The Smith cert denial

The Golden CAAF II will keep grazing at the Kabul Klipper’s house for a while.  As the No Man noted, the Supremes denied the cert petition in Smith v. United States, No. 10-18, on Monday.

The Supremes haven’t granted plenary review of a servicemember’s cert petition under 28 U.S.C. § 1259 since 8 November 1996, when it granted the cert petition in Edmond v. United States, 519 U.S. 977 (1996).  (The Supremes did GVR one military cert petition since then — O’Connor, which was GVRed for further consideration in light of Ashcroft v. Free Speech CoalitionO’Connor v. United States, 535 U.S. 1014 (2002).) 

Since granting review in Edmond, by my count, the Supremes have denied 238 servicemembers’ cert petitions.

The total number of military cert petitions filed under 28 U.S.C. § 1259 since the right was first established in 1983 has been, by my count, 979.  There have been 9 plenary grants, six upon petition by a servicemember (Solorio, Weiss, Davis, Ryder, Edmond, Loving) and the most recent three upon petition by the SG (Scheffer, Clinton v. Goldsmith, Denedo).  There have been 5 GVRs upon petition by an accused (Goodson v. United States, 471 U.S. 1063 (1985);  Jordan v. United States, 498 U.S. 1009 (1990);  Carpenter v. United States, 515 U.S. 1138 (1995); Clark v. United States, 515 U.S. 1138 (1995) (GVRing six CAAF decisions); and O’Connor) and one GVR upon petition by the SG.  United States v.

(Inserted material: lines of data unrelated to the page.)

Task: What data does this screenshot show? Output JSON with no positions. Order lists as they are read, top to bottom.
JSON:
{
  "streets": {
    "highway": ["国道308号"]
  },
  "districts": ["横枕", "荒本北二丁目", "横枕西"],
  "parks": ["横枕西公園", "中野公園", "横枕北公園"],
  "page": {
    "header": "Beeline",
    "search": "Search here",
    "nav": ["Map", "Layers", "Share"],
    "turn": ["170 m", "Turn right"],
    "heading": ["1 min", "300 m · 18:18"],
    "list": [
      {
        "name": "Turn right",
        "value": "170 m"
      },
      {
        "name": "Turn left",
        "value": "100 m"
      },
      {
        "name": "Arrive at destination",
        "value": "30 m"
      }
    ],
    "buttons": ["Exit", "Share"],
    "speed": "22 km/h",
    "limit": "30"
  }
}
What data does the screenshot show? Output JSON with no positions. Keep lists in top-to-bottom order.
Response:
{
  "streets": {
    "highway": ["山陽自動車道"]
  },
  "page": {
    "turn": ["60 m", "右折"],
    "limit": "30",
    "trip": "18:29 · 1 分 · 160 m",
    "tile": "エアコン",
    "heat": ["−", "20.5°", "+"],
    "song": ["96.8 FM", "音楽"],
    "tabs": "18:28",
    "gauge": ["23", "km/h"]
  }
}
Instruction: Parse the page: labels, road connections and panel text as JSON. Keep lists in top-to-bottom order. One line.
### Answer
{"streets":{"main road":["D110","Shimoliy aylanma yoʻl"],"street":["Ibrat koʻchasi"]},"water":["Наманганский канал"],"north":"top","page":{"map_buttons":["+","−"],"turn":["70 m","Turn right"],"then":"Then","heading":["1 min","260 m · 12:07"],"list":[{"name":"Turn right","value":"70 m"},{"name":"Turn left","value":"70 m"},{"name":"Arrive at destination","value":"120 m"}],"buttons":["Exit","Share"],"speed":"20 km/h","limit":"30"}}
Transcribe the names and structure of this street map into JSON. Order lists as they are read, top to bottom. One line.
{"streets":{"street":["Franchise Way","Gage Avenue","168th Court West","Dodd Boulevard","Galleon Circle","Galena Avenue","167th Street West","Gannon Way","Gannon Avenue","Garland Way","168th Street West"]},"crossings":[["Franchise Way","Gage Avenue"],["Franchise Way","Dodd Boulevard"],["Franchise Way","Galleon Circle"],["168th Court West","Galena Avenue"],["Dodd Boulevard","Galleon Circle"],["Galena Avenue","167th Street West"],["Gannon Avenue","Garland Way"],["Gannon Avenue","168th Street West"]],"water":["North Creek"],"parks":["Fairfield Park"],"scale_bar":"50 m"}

Mobley, 523 U.S. 1056 (1998) (GVRing three CAAF decisions for further consideration in light of Scheffer).

It appears that in the entire history of SCOTUS review of CMA/CAAF decisions, only one servicemember has received an actual sentence reduction as the result of petitioning for cert:  Specialist Four Goodson, who got rid of his BCD (but not the other portions of his sentence) as the result of his GVR from SCOTUS for further consideration in light of Smith v. Illinois, 469 U.S. 91 (1984).

NLJ Article on Military Cert. Cases

Here (subscription required) is an short piece from last week by Marcia Coyle at the National Law Journal about military cert. petitioners possible becoming second class petitioners–our fearless leader is quoted.  Here is one excerpt that is interesting/amusing on many levels:

The Supreme Court has not granted full review to a convicted service member’s petition for a writ of certiorari in 14 years. Have they become second-class petitioners?

Not necessarily, said retired Col. Dwight Sullivan, a judge advocate in the Marine Corps Reserve, who keeps a close watch on the data. But the numbers are curious.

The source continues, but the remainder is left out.